Novo livro de Risério é uma corajosa defesa da mestiçagem


Por Adelson Vidal Alves 

"A luta de organizações políticas negras para banir de nosso meio o emprego da palavra mulato, por exemplo, é parte fundamental da movimentação racista para suprimir uma identidade social. Uma identidade que, por sua simples existência, perturba e mostra o caráter artificioso de uma ordem contestadora que imagina que a questão socioracial brasileira só será resolvida se a nossa população fingir que não é mestiça, adotando a fantasia dicotômica estabelecida originalmente por senhores de escravos norte-americanos, passando a tratar o Brasil como nação rigorosamente bicolor". 

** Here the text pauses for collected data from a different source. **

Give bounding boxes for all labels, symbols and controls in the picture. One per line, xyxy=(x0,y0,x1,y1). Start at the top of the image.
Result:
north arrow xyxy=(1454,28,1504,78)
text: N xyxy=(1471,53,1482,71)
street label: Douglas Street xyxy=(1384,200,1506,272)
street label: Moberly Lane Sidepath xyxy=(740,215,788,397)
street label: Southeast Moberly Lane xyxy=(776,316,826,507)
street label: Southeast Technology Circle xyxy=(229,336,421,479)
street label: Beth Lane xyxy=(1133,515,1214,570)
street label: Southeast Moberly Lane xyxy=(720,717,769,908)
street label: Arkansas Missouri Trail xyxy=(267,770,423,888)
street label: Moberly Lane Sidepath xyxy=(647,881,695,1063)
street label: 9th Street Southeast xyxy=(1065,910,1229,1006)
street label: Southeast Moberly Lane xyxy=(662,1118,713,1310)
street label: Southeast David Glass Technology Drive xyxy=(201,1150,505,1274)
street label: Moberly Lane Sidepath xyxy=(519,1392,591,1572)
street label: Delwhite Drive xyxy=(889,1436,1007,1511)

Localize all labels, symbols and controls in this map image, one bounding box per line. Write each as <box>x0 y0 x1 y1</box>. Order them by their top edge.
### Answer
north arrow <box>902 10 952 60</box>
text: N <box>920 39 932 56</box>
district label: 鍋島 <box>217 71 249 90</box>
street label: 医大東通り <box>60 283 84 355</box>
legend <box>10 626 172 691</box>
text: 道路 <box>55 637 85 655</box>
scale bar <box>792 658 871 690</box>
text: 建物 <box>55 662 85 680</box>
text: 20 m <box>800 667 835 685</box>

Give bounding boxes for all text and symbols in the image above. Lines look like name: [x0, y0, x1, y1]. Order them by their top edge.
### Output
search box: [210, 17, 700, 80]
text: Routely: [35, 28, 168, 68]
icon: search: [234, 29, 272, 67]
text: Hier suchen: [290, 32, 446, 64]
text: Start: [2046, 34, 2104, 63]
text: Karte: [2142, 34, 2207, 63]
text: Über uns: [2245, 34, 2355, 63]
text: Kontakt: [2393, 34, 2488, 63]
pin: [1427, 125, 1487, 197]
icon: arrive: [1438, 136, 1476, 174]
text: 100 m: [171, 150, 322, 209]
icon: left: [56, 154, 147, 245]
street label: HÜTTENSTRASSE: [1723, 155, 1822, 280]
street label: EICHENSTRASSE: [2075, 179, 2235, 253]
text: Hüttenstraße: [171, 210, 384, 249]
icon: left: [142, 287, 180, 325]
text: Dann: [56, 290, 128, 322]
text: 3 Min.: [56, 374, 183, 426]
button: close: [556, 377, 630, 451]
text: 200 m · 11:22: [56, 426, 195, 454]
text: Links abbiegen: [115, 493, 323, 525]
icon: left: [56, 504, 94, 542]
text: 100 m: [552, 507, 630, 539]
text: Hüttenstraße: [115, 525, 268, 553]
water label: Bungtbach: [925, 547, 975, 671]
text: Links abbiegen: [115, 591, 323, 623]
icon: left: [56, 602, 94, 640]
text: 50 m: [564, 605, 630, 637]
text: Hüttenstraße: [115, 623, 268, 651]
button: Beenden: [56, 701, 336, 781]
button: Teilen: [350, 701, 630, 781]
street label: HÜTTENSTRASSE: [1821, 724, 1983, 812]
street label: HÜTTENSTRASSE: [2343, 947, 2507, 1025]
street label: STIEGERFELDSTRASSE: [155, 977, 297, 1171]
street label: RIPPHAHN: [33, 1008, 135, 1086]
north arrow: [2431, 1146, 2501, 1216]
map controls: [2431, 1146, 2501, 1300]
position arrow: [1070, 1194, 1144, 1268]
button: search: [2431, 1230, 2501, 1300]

O fragmento acima faz parte do novo livro de Antonio Risério, "Mestiçagem, identidade e libertade", publicado pela TOPBOOKS. Nele, o corajoso antropólogo que assumiu a linha de frente contra o identitarismo e o multiculturalismo descreve com erudição acadêmica os planos, as movimentações e os truques da militância identitária em sua luta pardicida anti-miscigenação.

A mestiçagem, nas orientações do próprio autor, é conceitualmente a mistura da biologia e da produção simbólica. É a cara do Brasil, mas que é rejeitada por brasileiros que preferem assumir um gueto identitário a partir da cor de sua pele, ao invés de celebrar nossa história particularmente miscigenada e rica. Ao contrário dos tempos do racismo científico, como o proposto por um Arthur de Gobineau, os advogados da pureza racial e detratores da mestiçagem dos nossos tempos são pretos, ansiosos por criar uma linha rigorosa a demarcar brancos privilegiados e negros oprimidos. Os primeiros condenados a eterna penitência, e os ultimos sujeitos à permanente reparação histórica. A luta contra o mestiço reúne todas as armas e estratégias possíveis, muitas vezes sórdidas e penetradas por todo tipo de falsificação. 

Na narrativa negrista temos a fantasia que pinta uma África idílica, inexistente na história, mas necessária na construção de uma consciência diaspórica, capaz de unir uma "raça" em torno de interesses comuns. Se a antropóloga Lilia Schwarcz aceitou recuar em sua denúncia contra toda essa ilusão, o mesmo não faz Risério, que diz com todas as letras: "Mama África", por sua vez, é uma fantasia compensatória de pretos ocidentais (...). A África da militância neonegra do Ocidente é uma África folclórica. Uma construção ingênua e desinformada, mera ficção". 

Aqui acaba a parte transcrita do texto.